DATA BLOCK:
=-=-=-=-=

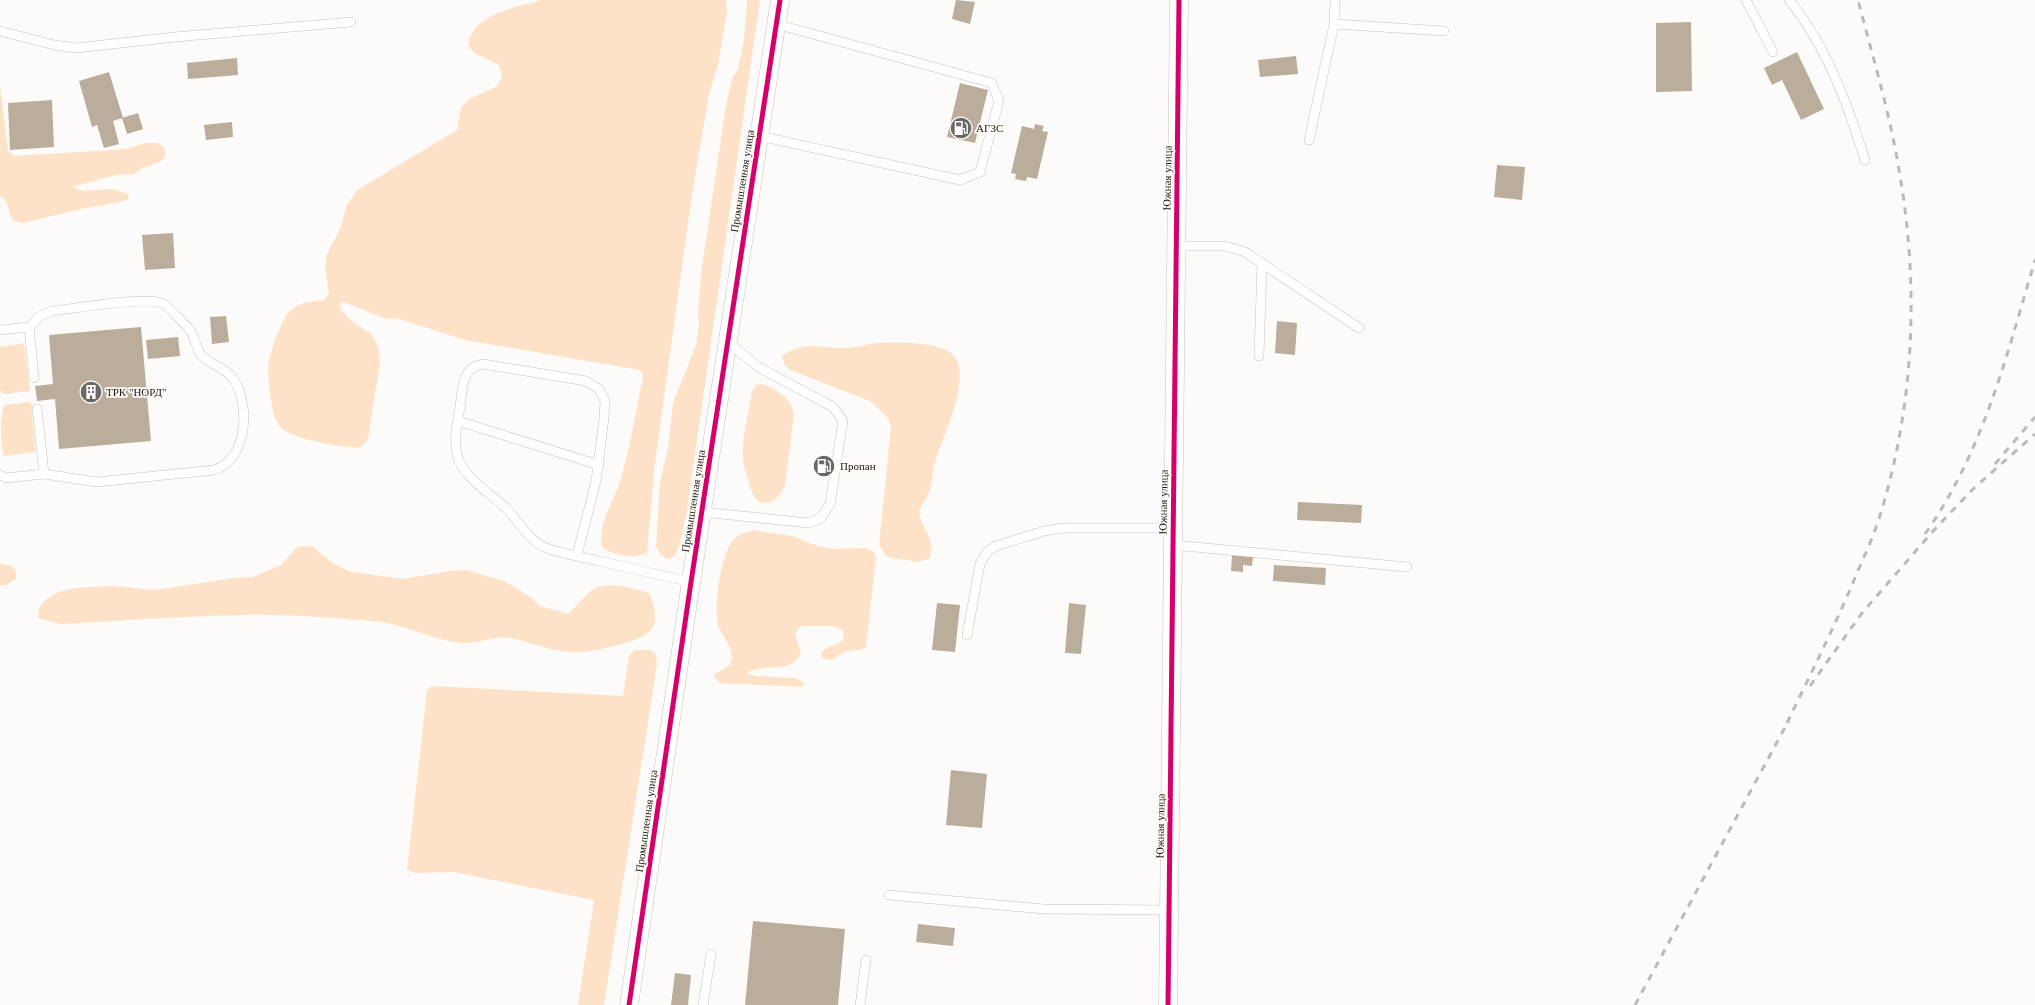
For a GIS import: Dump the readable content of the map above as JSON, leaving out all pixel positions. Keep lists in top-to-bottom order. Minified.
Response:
{"streets":{"street":["Южная улица","Промышленная улица"]},"places":{"fuel station":["АГЗС","Пропан"],"building":["ТРК \"НОРД\""]}}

=-=-=-=-=

WHAT THE TASK REQUIRES:
Every line above gets copied exactly; none of the pictures do.

SOLUTION TO THE PROBLEM:
For a GIS import: Dump the readable content of the map above as JSON, leaving out all pixel positions. Keep lists in top-to-bottom order. Minified.
Response:
{"streets":{"street":["Южная улица","Промышленная улица"]},"places":{"fuel station":["АГЗС","Пропан"],"building":["ТРК \"НОРД\""]}}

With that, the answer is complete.